I find windows or rather the light streaming through them (and sometimes also the view) more beautiful than walls/artificial light, which is why I would always and everywhere vote for as many windows as possible. You can always close a window or limit the view, but adding a window afterwards is more difficult.
Well. I basically understand the approach, but I also know a few houses that didn’t spare any glass, and I wouldn’t want to live in those.
A good, or rather bad example is Mies van der Rohe’s Farnsworth House (if that’s unfamiliar, a quick image search is worth it). Sure, that’s exaggerated. But it illustrates well what I mean:
Quote from Wikipedia by Edith Farnsworth, the resident:
The house is transparent like an X-ray. I wanted something "meaningful," and all I got was this slick subtlety. We know that less is not more. It’s just less. […] The glass-steel construction is uninhabitable. […] Mies talks about open space, but the space is very defined. I can’t even hang a coat hanger in the house without wondering how it changes the view from outside. […] Every rearrangement of furniture becomes a problem.” – Edith Farnsworth
Of course it’s nice to see the surroundings and not feel like you’re in prison in your house. But walls should also provide protection from the outside and keep it at a bit of a distance.

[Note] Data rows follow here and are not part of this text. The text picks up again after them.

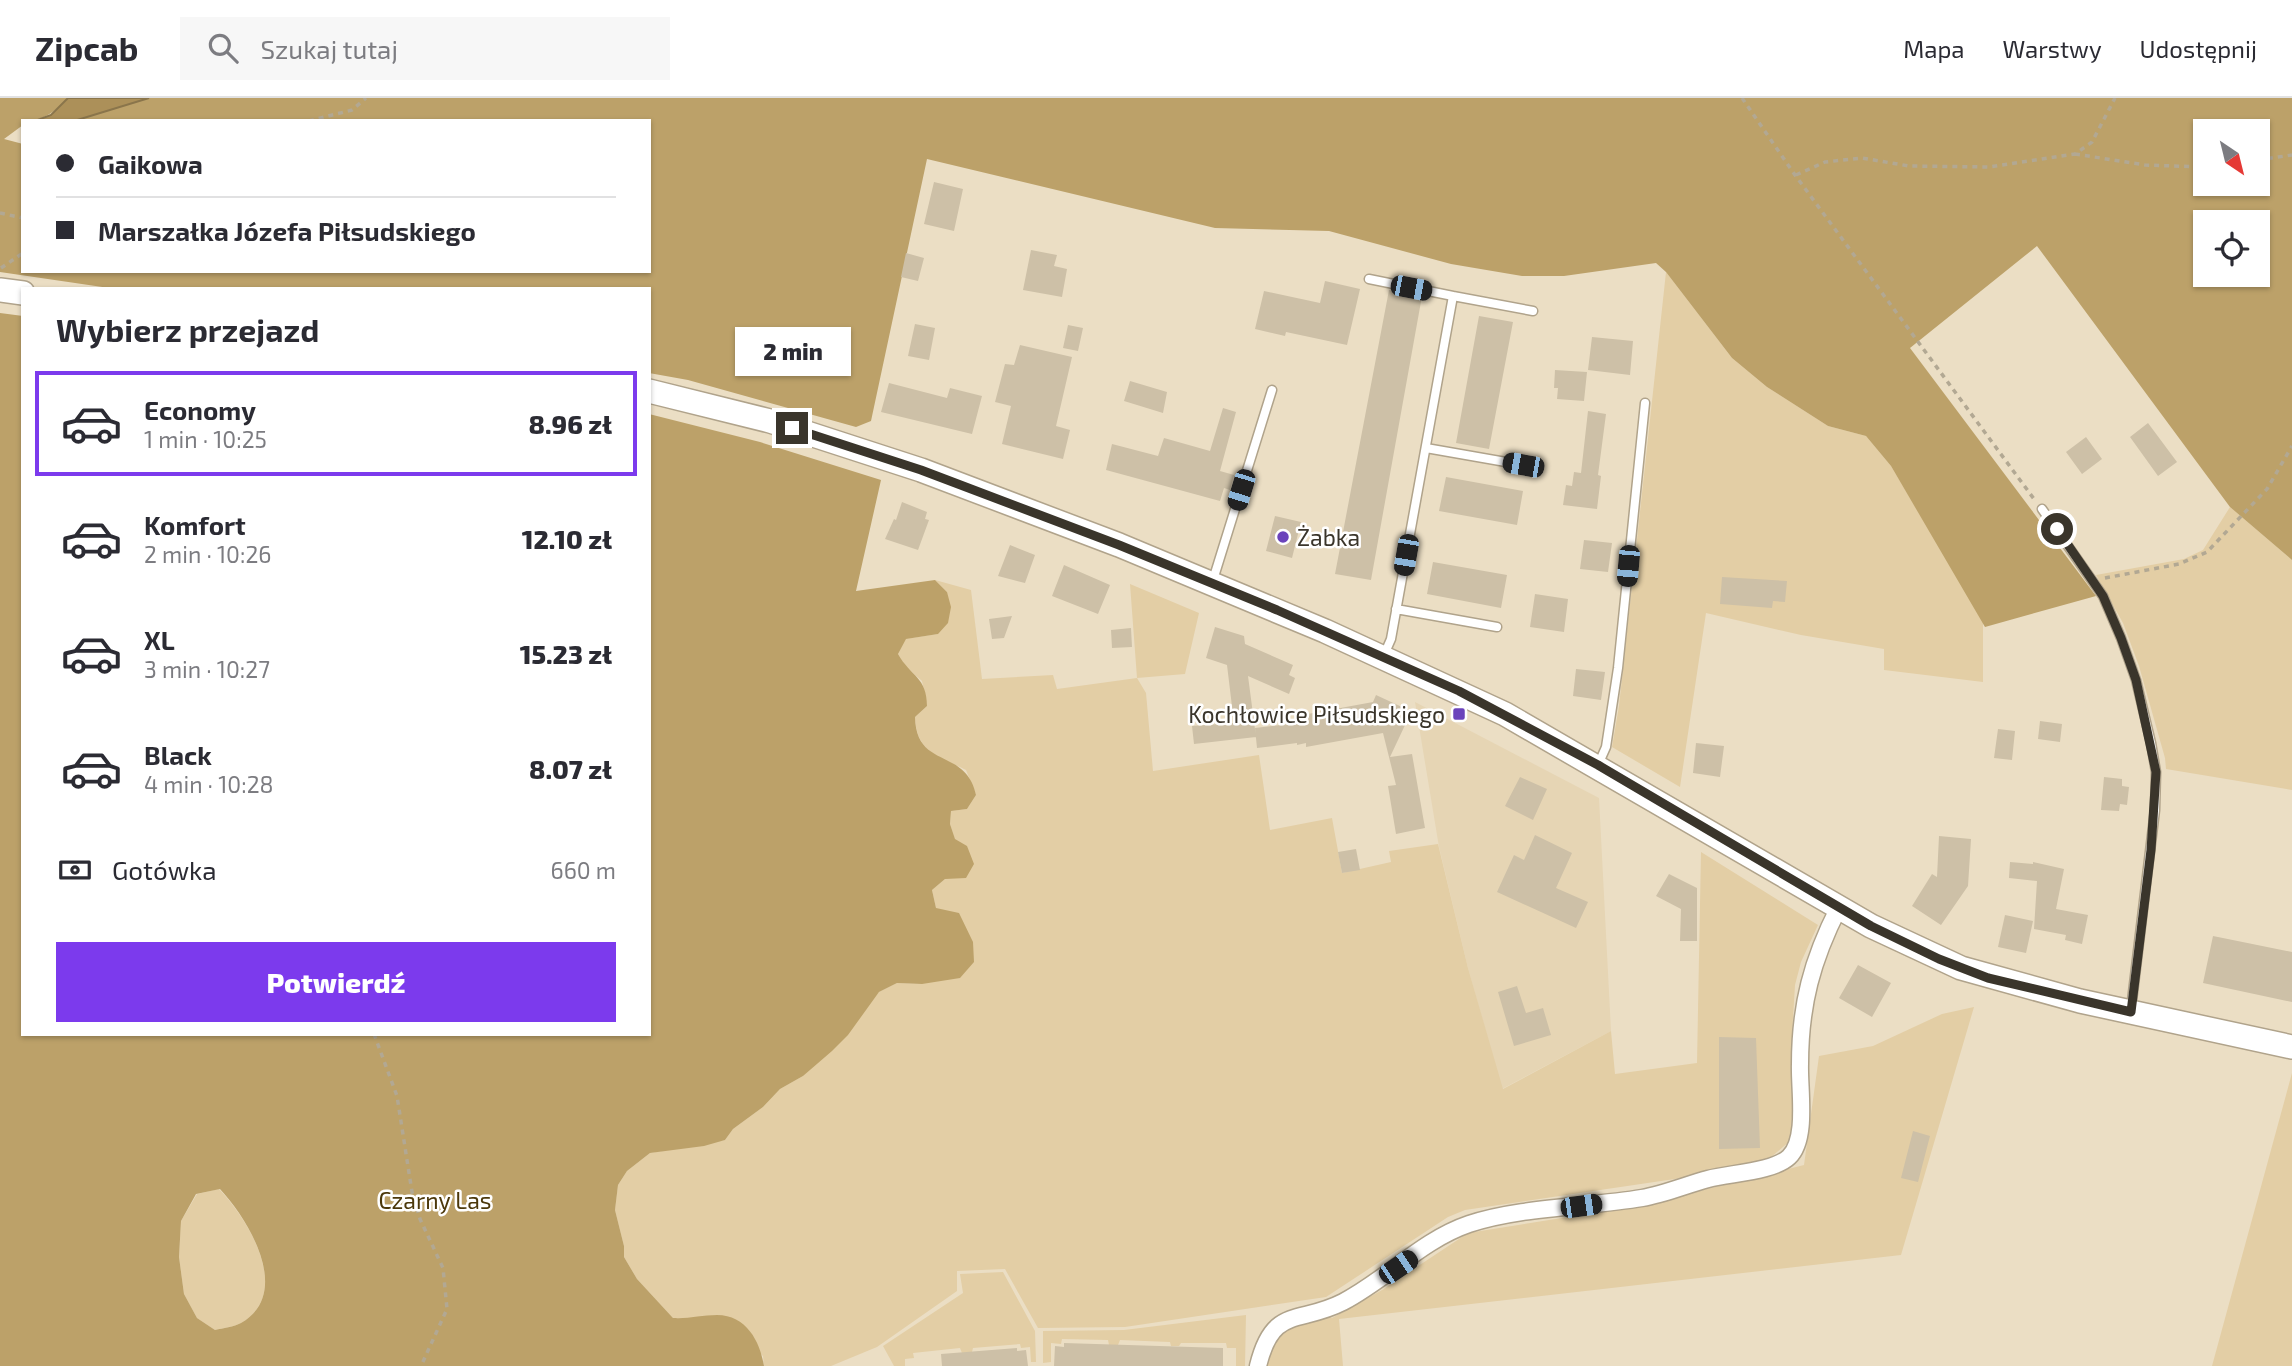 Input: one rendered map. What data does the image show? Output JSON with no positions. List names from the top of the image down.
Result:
{
  "parks": ["Czarny Las"],
  "places": {
    "other": ["Żabka"],
    "transit": ["Kochłowice Piłsudskiego"]
  },
  "north": "bottom right",
  "page": {
    "header": "Zipcab",
    "search": "Szukaj tutaj",
    "nav": ["Mapa", "Warstwy", "Udostępnij"],
    "banner": ["Gaikowa", "Marszałka Józefa Piłsudskiego"],
    "heading": "Wybierz przejazd",
    "bubble": "2 min",
    "list": [
      {
        "name": "Economy",
        "note": "1 min · 10:25",
        "value": "8.96 zł"
      },
      {
        "name": "Komfort",
        "note": "2 min · 10:26",
        "value": "12.10 zł"
      },
      {
        "name": "XL",
        "note": "3 min · 10:27",
        "value": "15.23 zł"
      },
      {
        "name": "Black",
        "note": "4 min · 10:28",
        "value": "8.07 zł"
      }
    ],
    "pay": ["Gotówka", "660 m"],
    "buttons": "Potwierdź"
  }
}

Security and coziness are not created by windows.
I think the classic middle ground is, as so often, a good approach here.
However, in my opinion, the window stinginess in inexpensive buildings is also a plague. But well. Fortunately, everyone can and must decide for themselves what is important to them and what is not.
A reply to the OP: Feel free to leave out the window if the bedroom is only used as a bedroom, that is, for sleeping.